Action item: Word for word, copy each record that comes after this.

Collected data entries
+ + + + +

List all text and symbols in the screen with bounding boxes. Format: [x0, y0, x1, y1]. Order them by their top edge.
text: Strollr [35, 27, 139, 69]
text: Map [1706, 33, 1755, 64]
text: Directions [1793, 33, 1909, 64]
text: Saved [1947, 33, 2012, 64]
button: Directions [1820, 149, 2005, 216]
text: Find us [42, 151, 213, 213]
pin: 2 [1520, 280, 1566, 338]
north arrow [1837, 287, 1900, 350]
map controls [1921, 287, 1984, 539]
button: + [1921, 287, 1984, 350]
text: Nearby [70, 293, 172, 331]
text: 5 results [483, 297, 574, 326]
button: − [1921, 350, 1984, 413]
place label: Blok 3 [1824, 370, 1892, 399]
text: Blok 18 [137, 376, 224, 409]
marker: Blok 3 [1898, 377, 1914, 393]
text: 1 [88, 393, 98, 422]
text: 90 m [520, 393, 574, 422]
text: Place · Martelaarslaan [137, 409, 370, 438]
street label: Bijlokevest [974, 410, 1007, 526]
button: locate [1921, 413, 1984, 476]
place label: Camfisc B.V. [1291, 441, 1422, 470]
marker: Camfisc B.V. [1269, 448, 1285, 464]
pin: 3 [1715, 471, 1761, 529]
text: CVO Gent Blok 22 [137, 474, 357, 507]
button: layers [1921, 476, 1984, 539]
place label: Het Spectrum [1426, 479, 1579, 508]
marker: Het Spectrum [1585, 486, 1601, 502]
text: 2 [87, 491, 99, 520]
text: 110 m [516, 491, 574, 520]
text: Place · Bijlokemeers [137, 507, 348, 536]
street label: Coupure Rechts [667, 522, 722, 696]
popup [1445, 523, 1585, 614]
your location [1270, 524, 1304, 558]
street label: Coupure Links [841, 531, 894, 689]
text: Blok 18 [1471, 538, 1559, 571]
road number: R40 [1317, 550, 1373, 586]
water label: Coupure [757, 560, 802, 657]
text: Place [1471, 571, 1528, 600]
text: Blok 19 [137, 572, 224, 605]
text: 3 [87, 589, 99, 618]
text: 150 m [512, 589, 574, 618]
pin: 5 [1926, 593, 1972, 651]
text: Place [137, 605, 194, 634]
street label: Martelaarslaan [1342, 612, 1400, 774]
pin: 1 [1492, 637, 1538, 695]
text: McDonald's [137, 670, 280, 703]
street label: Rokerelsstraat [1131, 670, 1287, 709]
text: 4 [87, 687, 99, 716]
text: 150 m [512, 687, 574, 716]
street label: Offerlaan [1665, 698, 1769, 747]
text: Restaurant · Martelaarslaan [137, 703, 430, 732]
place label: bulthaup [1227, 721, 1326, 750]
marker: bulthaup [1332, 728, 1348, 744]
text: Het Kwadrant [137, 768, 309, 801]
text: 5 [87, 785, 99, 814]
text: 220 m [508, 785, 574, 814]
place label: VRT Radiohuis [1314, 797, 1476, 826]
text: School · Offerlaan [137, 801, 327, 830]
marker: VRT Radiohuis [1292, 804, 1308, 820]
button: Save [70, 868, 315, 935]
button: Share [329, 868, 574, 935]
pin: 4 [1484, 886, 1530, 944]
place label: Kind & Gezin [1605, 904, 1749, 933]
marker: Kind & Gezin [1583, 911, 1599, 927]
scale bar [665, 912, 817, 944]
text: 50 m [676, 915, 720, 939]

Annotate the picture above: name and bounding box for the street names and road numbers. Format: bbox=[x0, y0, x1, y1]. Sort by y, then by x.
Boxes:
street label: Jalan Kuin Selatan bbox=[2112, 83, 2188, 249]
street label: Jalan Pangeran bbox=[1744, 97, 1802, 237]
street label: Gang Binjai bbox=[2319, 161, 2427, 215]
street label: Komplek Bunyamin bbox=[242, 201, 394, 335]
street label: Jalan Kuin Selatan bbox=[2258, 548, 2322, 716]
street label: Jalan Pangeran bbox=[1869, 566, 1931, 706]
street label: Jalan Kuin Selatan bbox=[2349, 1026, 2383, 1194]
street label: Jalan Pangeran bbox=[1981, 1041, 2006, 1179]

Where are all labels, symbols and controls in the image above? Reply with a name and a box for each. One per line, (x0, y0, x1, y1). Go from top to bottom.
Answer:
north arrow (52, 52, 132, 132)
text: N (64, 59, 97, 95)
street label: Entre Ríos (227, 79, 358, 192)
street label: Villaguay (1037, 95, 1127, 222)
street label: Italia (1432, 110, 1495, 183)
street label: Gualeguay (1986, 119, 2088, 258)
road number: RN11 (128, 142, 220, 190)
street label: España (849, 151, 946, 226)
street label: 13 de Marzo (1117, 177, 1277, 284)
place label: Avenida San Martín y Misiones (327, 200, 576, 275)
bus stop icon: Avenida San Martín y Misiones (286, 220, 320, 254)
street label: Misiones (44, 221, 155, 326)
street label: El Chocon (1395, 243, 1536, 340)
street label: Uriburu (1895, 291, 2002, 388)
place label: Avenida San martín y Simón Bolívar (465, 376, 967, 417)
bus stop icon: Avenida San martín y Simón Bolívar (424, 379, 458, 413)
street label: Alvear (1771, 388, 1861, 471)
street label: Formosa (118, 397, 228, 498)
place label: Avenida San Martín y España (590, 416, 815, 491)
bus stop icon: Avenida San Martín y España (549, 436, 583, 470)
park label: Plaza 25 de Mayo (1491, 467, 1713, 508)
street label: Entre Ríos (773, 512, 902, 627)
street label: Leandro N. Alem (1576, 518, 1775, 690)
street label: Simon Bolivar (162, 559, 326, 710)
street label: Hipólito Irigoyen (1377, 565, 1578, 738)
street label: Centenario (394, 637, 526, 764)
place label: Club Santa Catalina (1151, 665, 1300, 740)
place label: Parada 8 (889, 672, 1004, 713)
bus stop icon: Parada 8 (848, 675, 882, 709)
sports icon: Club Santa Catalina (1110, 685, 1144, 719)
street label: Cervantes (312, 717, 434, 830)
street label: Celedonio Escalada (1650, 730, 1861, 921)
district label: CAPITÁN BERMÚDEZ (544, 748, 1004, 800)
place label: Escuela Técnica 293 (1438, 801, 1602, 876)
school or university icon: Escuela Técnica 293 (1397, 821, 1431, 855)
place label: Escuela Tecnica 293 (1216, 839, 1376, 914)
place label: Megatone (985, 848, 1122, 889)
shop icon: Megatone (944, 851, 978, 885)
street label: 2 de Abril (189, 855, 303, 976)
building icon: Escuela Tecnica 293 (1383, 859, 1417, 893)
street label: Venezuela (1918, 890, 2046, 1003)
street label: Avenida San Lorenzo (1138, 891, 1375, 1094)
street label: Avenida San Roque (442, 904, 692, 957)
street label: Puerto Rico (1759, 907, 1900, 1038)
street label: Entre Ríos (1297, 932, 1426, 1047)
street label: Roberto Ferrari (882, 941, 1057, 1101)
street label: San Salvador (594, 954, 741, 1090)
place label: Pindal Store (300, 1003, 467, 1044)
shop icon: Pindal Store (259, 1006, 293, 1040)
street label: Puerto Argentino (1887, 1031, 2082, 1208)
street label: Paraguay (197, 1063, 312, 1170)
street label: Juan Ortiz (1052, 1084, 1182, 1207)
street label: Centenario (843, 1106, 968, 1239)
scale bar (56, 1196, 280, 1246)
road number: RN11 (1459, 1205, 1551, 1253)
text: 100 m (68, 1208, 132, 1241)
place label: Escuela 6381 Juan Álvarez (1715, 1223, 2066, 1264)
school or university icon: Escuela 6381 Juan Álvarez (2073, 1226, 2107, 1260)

+ + + + +

Response to this task:
List all text and symbols in the screen with bounding boxes. Format: [x0, y0, x1, y1]. Order them by their top edge.
text: Strollr [35, 27, 139, 69]
text: Map [1706, 33, 1755, 64]
text: Directions [1793, 33, 1909, 64]
text: Saved [1947, 33, 2012, 64]
button: Directions [1820, 149, 2005, 216]
text: Find us [42, 151, 213, 213]
pin: 2 [1520, 280, 1566, 338]
north arrow [1837, 287, 1900, 350]
map controls [1921, 287, 1984, 539]
button: + [1921, 287, 1984, 350]
text: Nearby [70, 293, 172, 331]
text: 5 results [483, 297, 574, 326]
button: − [1921, 350, 1984, 413]
place label: Blok 3 [1824, 370, 1892, 399]
text: Blok 18 [137, 376, 224, 409]
marker: Blok 3 [1898, 377, 1914, 393]
text: 1 [88, 393, 98, 422]
text: 90 m [520, 393, 574, 422]
text: Place · Martelaarslaan [137, 409, 370, 438]
street label: Bijlokevest [974, 410, 1007, 526]
button: locate [1921, 413, 1984, 476]
place label: Camfisc B.V. [1291, 441, 1422, 470]
marker: Camfisc B.V. [1269, 448, 1285, 464]
pin: 3 [1715, 471, 1761, 529]
text: CVO Gent Blok 22 [137, 474, 357, 507]
button: layers [1921, 476, 1984, 539]
place label: Het Spectrum [1426, 479, 1579, 508]
marker: Het Spectrum [1585, 486, 1601, 502]
text: 2 [87, 491, 99, 520]
text: 110 m [516, 491, 574, 520]
text: Place · Bijlokemeers [137, 507, 348, 536]
street label: Coupure Rechts [667, 522, 722, 696]
popup [1445, 523, 1585, 614]
your location [1270, 524, 1304, 558]
street label: Coupure Links [841, 531, 894, 689]
text: Blok 18 [1471, 538, 1559, 571]
road number: R40 [1317, 550, 1373, 586]
water label: Coupure [757, 560, 802, 657]
text: Place [1471, 571, 1528, 600]
text: Blok 19 [137, 572, 224, 605]
text: 3 [87, 589, 99, 618]
text: 150 m [512, 589, 574, 618]
pin: 5 [1926, 593, 1972, 651]
text: Place [137, 605, 194, 634]
street label: Martelaarslaan [1342, 612, 1400, 774]
pin: 1 [1492, 637, 1538, 695]
text: McDonald's [137, 670, 280, 703]
street label: Rokerelsstraat [1131, 670, 1287, 709]
text: 4 [87, 687, 99, 716]
text: 150 m [512, 687, 574, 716]
street label: Offerlaan [1665, 698, 1769, 747]
text: Restaurant · Martelaarslaan [137, 703, 430, 732]
place label: bulthaup [1227, 721, 1326, 750]
marker: bulthaup [1332, 728, 1348, 744]
text: Het Kwadrant [137, 768, 309, 801]
text: 5 [87, 785, 99, 814]
text: 220 m [508, 785, 574, 814]
place label: VRT Radiohuis [1314, 797, 1476, 826]
text: School · Offerlaan [137, 801, 327, 830]
marker: VRT Radiohuis [1292, 804, 1308, 820]
button: Save [70, 868, 315, 935]
button: Share [329, 868, 574, 935]
pin: 4 [1484, 886, 1530, 944]
place label: Kind & Gezin [1605, 904, 1749, 933]
marker: Kind & Gezin [1583, 911, 1599, 927]
scale bar [665, 912, 817, 944]
text: 50 m [676, 915, 720, 939]

Annotate the picture above: name and bounding box for the street names and road numbers. Format: bbox=[x0, y0, x1, y1]. Sort by y, then by x.
Boxes:
street label: Jalan Kuin Selatan bbox=[2112, 83, 2188, 249]
street label: Jalan Pangeran bbox=[1744, 97, 1802, 237]
street label: Gang Binjai bbox=[2319, 161, 2427, 215]
street label: Komplek Bunyamin bbox=[242, 201, 394, 335]
street label: Jalan Kuin Selatan bbox=[2258, 548, 2322, 716]
street label: Jalan Pangeran bbox=[1869, 566, 1931, 706]
street label: Jalan Kuin Selatan bbox=[2349, 1026, 2383, 1194]
street label: Jalan Pangeran bbox=[1981, 1041, 2006, 1179]

Where are all labels, symbols and controls in the image above? Reply with a name and a box for each. One per line, (x0, y0, x1, y1). Go from top to bottom.
Answer:
north arrow (52, 52, 132, 132)
text: N (64, 59, 97, 95)
street label: Entre Ríos (227, 79, 358, 192)
street label: Villaguay (1037, 95, 1127, 222)
street label: Italia (1432, 110, 1495, 183)
street label: Gualeguay (1986, 119, 2088, 258)
road number: RN11 (128, 142, 220, 190)
street label: España (849, 151, 946, 226)
street label: 13 de Marzo (1117, 177, 1277, 284)
place label: Avenida San Martín y Misiones (327, 200, 576, 275)
bus stop icon: Avenida San Martín y Misiones (286, 220, 320, 254)
street label: Misiones (44, 221, 155, 326)
street label: El Chocon (1395, 243, 1536, 340)
street label: Uriburu (1895, 291, 2002, 388)
place label: Avenida San martín y Simón Bolívar (465, 376, 967, 417)
bus stop icon: Avenida San martín y Simón Bolívar (424, 379, 458, 413)
street label: Alvear (1771, 388, 1861, 471)
street label: Formosa (118, 397, 228, 498)
place label: Avenida San Martín y España (590, 416, 815, 491)
bus stop icon: Avenida San Martín y España (549, 436, 583, 470)
park label: Plaza 25 de Mayo (1491, 467, 1713, 508)
street label: Entre Ríos (773, 512, 902, 627)
street label: Leandro N. Alem (1576, 518, 1775, 690)
street label: Simon Bolivar (162, 559, 326, 710)
street label: Hipólito Irigoyen (1377, 565, 1578, 738)
street label: Centenario (394, 637, 526, 764)
place label: Club Santa Catalina (1151, 665, 1300, 740)
place label: Parada 8 (889, 672, 1004, 713)
bus stop icon: Parada 8 (848, 675, 882, 709)
sports icon: Club Santa Catalina (1110, 685, 1144, 719)
street label: Cervantes (312, 717, 434, 830)
street label: Celedonio Escalada (1650, 730, 1861, 921)
district label: CAPITÁN BERMÚDEZ (544, 748, 1004, 800)
place label: Escuela Técnica 293 (1438, 801, 1602, 876)
school or university icon: Escuela Técnica 293 (1397, 821, 1431, 855)
place label: Escuela Tecnica 293 (1216, 839, 1376, 914)
place label: Megatone (985, 848, 1122, 889)
shop icon: Megatone (944, 851, 978, 885)
street label: 2 de Abril (189, 855, 303, 976)
building icon: Escuela Tecnica 293 (1383, 859, 1417, 893)
street label: Venezuela (1918, 890, 2046, 1003)
street label: Avenida San Lorenzo (1138, 891, 1375, 1094)
street label: Avenida San Roque (442, 904, 692, 957)
street label: Puerto Rico (1759, 907, 1900, 1038)
street label: Entre Ríos (1297, 932, 1426, 1047)
street label: Roberto Ferrari (882, 941, 1057, 1101)
street label: San Salvador (594, 954, 741, 1090)
place label: Pindal Store (300, 1003, 467, 1044)
shop icon: Pindal Store (259, 1006, 293, 1040)
street label: Puerto Argentino (1887, 1031, 2082, 1208)
street label: Paraguay (197, 1063, 312, 1170)
street label: Juan Ortiz (1052, 1084, 1182, 1207)
street label: Centenario (843, 1106, 968, 1239)
scale bar (56, 1196, 280, 1246)
road number: RN11 (1459, 1205, 1551, 1253)
text: 100 m (68, 1208, 132, 1241)
place label: Escuela 6381 Juan Álvarez (1715, 1223, 2066, 1264)
school or university icon: Escuela 6381 Juan Álvarez (2073, 1226, 2107, 1260)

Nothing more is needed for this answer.